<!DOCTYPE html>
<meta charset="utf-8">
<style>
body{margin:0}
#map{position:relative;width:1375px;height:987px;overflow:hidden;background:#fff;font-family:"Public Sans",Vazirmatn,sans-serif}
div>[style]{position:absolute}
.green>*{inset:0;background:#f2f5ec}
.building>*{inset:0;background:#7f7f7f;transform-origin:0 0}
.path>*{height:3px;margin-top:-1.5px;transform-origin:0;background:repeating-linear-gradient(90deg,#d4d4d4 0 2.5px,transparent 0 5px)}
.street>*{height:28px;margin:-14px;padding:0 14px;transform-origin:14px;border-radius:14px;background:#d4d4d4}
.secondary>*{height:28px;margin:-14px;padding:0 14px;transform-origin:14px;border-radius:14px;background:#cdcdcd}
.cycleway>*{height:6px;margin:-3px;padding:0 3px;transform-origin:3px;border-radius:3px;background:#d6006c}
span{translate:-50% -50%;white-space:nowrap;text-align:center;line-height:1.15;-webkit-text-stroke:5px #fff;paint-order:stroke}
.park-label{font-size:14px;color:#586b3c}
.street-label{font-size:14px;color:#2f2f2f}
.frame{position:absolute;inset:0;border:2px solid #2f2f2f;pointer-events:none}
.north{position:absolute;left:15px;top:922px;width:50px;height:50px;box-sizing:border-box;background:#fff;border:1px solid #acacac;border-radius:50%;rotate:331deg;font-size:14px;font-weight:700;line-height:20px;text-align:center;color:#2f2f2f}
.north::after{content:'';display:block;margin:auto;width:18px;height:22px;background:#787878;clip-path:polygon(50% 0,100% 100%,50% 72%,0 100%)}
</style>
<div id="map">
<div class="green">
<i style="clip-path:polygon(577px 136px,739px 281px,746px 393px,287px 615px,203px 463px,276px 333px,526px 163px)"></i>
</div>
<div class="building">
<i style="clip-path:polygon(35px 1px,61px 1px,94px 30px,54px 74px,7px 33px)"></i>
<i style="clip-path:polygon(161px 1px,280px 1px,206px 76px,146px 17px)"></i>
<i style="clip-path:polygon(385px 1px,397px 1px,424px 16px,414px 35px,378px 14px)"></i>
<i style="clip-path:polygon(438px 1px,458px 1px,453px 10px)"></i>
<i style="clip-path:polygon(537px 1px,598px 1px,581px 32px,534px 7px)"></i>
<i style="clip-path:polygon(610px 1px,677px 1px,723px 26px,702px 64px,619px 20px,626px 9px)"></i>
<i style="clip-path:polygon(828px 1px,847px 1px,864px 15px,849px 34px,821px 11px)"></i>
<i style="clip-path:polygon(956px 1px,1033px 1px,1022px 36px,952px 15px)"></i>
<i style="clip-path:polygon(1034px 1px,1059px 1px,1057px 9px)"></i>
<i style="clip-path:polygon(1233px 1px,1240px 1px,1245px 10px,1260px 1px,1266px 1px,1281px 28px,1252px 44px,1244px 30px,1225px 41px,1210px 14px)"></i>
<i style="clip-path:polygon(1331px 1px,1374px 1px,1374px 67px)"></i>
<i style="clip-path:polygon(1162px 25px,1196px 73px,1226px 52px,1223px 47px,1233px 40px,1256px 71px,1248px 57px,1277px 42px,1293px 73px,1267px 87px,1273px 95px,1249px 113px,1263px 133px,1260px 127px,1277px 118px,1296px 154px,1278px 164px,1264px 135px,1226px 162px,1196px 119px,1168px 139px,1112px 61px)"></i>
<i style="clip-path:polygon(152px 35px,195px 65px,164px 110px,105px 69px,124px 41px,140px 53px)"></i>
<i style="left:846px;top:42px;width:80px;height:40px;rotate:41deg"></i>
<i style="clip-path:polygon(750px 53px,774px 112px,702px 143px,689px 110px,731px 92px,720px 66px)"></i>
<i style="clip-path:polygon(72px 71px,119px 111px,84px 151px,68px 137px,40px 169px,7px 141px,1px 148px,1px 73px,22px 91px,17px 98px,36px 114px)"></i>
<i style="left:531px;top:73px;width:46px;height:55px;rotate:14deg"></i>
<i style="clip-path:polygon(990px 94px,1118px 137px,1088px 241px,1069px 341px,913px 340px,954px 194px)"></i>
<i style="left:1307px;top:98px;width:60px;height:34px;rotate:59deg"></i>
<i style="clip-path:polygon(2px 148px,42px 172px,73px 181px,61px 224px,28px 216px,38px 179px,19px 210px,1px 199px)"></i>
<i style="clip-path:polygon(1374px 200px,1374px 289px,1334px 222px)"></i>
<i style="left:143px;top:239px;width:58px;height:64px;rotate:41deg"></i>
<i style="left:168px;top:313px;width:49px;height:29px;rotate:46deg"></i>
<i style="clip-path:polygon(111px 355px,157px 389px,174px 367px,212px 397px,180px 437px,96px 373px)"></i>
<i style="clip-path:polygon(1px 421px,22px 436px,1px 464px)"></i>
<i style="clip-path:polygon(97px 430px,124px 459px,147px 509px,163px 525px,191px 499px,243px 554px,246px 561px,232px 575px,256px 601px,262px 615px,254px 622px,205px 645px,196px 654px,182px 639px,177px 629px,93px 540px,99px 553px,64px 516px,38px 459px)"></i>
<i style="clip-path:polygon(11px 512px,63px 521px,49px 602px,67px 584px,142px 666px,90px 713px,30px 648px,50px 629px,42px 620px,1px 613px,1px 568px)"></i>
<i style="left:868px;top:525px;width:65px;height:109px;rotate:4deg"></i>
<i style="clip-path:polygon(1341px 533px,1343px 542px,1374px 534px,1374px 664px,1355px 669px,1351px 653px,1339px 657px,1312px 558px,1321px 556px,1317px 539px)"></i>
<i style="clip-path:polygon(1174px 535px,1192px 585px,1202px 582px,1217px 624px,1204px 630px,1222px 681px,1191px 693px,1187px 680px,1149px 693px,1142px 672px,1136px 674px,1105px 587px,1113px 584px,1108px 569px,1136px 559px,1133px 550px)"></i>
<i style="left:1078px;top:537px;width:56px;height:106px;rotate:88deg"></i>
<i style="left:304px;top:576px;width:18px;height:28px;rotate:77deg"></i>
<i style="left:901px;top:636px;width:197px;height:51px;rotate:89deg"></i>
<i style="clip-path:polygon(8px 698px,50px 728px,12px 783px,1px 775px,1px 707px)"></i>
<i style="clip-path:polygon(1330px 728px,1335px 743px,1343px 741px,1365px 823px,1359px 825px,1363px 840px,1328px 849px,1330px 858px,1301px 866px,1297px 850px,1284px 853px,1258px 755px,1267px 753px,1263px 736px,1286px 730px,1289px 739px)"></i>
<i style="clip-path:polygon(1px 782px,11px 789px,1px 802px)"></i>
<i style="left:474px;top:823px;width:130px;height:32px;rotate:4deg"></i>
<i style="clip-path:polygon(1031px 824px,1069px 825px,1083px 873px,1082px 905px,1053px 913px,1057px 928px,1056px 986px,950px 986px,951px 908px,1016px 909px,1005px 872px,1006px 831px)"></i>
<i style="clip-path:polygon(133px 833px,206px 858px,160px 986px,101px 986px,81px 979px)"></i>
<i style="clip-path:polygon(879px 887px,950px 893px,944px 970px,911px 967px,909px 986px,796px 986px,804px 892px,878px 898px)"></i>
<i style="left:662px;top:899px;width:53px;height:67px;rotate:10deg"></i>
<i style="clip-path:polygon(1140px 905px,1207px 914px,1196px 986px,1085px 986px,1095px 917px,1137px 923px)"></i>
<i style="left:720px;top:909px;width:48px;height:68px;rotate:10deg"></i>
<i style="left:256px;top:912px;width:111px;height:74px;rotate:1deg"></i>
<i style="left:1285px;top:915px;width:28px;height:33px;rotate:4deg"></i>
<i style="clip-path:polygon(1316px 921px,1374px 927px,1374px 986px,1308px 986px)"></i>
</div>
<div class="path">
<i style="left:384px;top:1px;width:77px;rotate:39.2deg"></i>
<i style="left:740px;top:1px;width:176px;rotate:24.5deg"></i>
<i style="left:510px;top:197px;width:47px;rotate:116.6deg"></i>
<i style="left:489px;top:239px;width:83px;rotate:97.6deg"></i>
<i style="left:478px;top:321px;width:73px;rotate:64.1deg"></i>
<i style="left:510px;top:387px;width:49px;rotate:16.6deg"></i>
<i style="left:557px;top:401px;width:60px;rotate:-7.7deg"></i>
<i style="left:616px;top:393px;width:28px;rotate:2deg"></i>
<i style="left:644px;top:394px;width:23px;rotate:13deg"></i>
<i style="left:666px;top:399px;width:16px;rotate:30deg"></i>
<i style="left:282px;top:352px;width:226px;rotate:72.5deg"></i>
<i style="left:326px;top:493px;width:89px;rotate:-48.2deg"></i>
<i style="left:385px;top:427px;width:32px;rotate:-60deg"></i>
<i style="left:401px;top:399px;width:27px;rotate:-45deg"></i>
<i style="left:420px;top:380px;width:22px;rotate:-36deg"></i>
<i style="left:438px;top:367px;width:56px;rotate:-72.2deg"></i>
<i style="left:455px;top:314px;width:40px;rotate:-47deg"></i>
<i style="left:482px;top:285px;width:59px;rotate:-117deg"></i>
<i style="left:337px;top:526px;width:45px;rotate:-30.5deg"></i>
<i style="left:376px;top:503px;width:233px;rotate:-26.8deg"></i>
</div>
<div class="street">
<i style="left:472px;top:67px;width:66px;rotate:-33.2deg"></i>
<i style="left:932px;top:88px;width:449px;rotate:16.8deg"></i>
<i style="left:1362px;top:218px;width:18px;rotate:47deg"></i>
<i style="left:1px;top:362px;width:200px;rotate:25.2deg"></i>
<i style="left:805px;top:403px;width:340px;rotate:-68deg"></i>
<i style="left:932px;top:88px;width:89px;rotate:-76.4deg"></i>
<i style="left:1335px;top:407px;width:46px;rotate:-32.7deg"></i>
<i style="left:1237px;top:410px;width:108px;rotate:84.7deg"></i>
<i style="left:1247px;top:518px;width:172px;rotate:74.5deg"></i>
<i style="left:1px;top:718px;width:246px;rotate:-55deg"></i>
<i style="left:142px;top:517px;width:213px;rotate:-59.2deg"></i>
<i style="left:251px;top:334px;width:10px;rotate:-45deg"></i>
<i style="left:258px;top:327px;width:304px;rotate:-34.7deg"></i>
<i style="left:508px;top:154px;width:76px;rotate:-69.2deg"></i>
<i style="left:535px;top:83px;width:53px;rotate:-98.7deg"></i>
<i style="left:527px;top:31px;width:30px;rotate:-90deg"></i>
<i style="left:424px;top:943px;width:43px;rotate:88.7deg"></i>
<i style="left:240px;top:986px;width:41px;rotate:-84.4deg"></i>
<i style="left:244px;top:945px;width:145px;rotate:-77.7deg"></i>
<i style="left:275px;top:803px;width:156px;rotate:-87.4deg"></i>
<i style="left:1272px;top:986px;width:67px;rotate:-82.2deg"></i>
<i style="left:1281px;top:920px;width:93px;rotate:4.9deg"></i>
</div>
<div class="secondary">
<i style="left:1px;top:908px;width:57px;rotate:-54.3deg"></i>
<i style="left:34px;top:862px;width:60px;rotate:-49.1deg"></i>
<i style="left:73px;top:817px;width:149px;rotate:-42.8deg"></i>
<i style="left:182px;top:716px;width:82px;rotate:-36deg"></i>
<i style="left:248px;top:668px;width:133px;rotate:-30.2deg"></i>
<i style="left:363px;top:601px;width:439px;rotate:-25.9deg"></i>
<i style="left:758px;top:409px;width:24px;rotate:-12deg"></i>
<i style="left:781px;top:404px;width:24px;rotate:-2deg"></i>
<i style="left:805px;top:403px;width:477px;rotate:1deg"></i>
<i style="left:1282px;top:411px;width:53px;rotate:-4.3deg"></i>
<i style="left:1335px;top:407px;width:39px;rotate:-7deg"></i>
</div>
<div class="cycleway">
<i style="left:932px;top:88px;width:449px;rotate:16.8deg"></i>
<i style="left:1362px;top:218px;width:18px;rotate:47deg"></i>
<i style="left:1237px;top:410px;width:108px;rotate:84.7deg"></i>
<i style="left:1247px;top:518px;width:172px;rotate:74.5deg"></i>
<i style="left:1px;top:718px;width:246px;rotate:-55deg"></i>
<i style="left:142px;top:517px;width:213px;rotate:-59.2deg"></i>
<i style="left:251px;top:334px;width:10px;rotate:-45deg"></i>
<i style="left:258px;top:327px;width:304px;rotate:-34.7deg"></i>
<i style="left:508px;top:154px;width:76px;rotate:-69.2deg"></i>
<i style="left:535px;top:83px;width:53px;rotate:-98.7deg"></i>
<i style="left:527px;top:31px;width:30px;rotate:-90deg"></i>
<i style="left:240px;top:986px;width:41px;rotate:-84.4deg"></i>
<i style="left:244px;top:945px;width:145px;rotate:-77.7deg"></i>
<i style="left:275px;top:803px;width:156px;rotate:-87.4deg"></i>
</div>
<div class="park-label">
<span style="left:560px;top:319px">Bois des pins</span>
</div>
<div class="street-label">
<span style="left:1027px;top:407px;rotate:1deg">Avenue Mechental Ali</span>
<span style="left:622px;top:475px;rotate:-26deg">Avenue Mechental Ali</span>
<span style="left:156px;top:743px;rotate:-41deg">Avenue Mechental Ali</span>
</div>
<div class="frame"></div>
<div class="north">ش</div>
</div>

YOUR ASSIGNMENT: Gather up, from the records above, each line where the word "color" appears.

EXERCISE RESULT:
.park-label{font-size:14px;color:#586b3c}
.street-label{font-size:14px;color:#2f2f2f}
.north{position:absolute;left:15px;top:922px;width:50px;height:50px;box-sizing:border-box;background:#fff;border:1px solid #acacac;border-radius:50%;rotate:331deg;font-size:14px;font-weight:700;line-height:20px;text-align:center;color:#2f2f2f}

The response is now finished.